Wednesday, September 14, 2005

Heard on my street

Champaign-Urbana has a lot of live jazz going on, outside of what you would expect from a major university town with a facility like the Krannert Center for the Performing Arts at the University of Illinois. (It's the hometown of Brother Jack McDuff and Cecil Bridgewater, too.)

While it lasted, I used to catch pianist Simon Rowe and his trio, which played every Wednesday night for several months at Jackson's Ribs -N- Tips a few blocks from my house. (Great food besides the music. Try the smothered pork chops for lunch.)

Rowe, who's originally from Australia and has since moved to Minnesota, started a little jazz record label, Catalyst Productions, with the idea of producing disks from some outstanding Midwest musicians who aren't well known nationally. You can generally find them on Amazon.

I picked up three, including the Simon Rowe Trio's "Flamingo," a CD where Rowe, who's comparable to Mulgrew Miller, bassist John Huber and drummer Peter Wilhoit, both quite good, have at a Rowe composition "The Visit", standards like "God Bless the Child" (done up tempo) and some less-often-played goodies such as Sam Rivers's "Beatrice" and "Tequila." The version of "The Most Beautiful Girl in the World" on here is super. If you're having a rotten day, this disk would be a good antidote.

Tuesday, September 13, 2005

Vijay's way

A JazzTimes piece on pianist and composer Vijay Iyer, who's got to be the only jazz musician with a PhD in music AND cognitive science, prompted me to pick up his new CD "Reimagining." It's one of the most interesting things I've heard this year, adventurous 21st century jazz bordering on, and sometimes in, the avant-garde.

"Revolutions" and "Inertia," which open the session, remind me of The Bad Plus, high volume, dense, group-oriented sonic explorations in a jazz context. "Song for Midwood" works some Indian rhythms (Iyer's parents are Indian immigrants) into a McCoy Tynerish-sounding piece and he continues to do so elsewhere ("The Big Almost") on the disk, which is attention grabbing from beginning to end. All the compositions are Iyer's, except for a near-classical recasting of John Lennon's "Imagine."

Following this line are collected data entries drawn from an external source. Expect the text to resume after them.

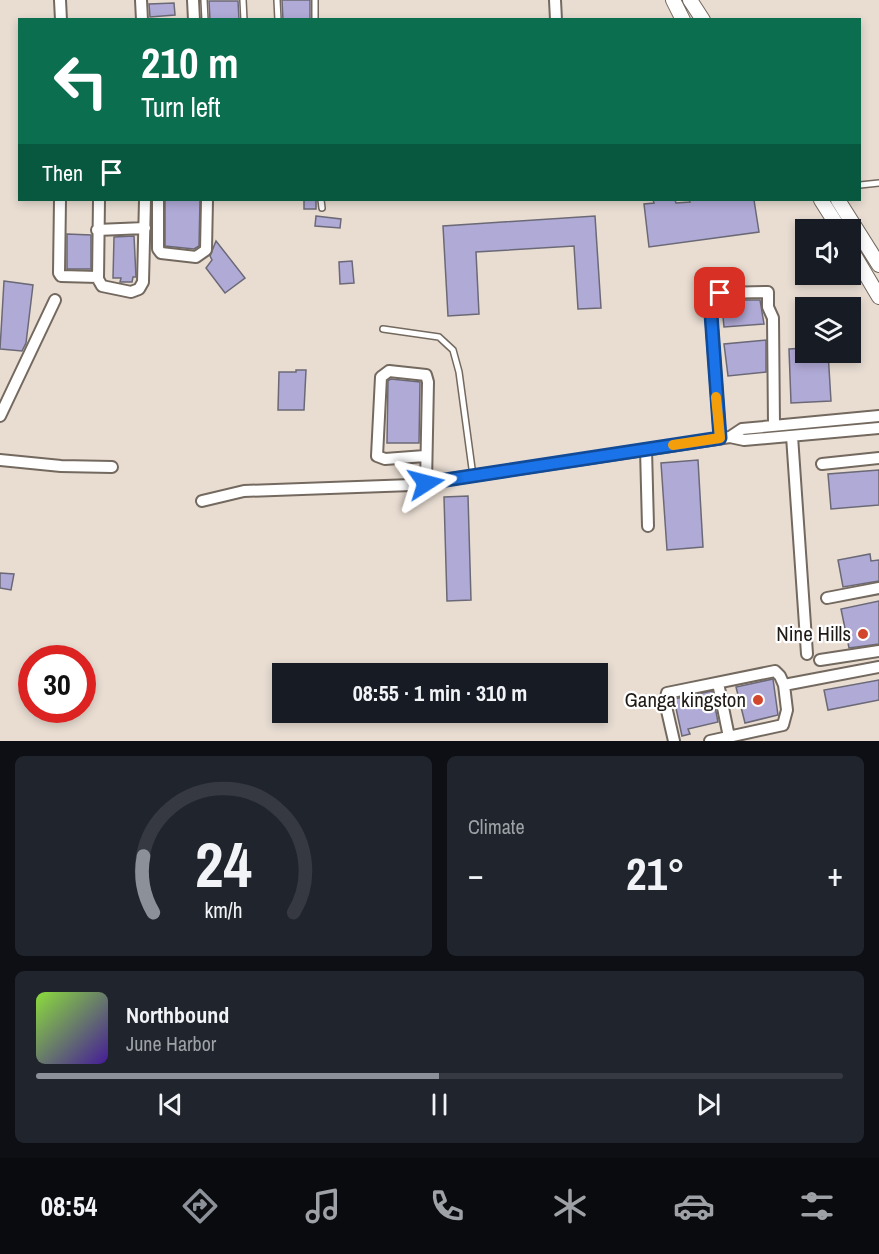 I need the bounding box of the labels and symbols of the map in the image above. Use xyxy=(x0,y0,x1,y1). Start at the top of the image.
pin xyxy=(694,267,745,318)
position arrow xyxy=(394,451,458,515)
place label: Nine Hills xyxy=(776,619,851,648)
marker: Nine Hills xyxy=(856,627,870,641)
speed limit sign: 30 xyxy=(18,645,96,723)
place label: Ganga kingston xyxy=(624,685,746,714)
marker: Ganga kingston xyxy=(751,693,765,707)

As a pianist, I don't believe Iyer can be pigeonholed, but if you think of a mix of Tyner, Herbie Hancock, Chick Corea and Dave Brubeck you've got an idea. Rudresh Mahanthappa is powerful and creative on alto sax in a Tony Malaby or Joshua Redman way and Stephan Crump and Marcus Gilmore are a perfect fit on bass and drums. This is special stuff.

Sunday, September 11, 2005

More Lomax goodies

When I bought the Alan Lomax recording collection "Prison Songs Volume One: Murderous Home" from Rounder I also bought "Alan Lomax: Blues Songbook," a two-CD sampler of the legendary in-field recordings made by Lomax and his father John.

With cuts from Lead Belly and Muddy Waters, Mississippi Fred McDowell, David "Honeyboy" Edwards, Jelly Roll Morton, Skip James, Blind Willie McTell and a host of other blues notables, it's a gem of a collection that I recommend highly. The sound is improved nicely and the extensive liner notes are an education.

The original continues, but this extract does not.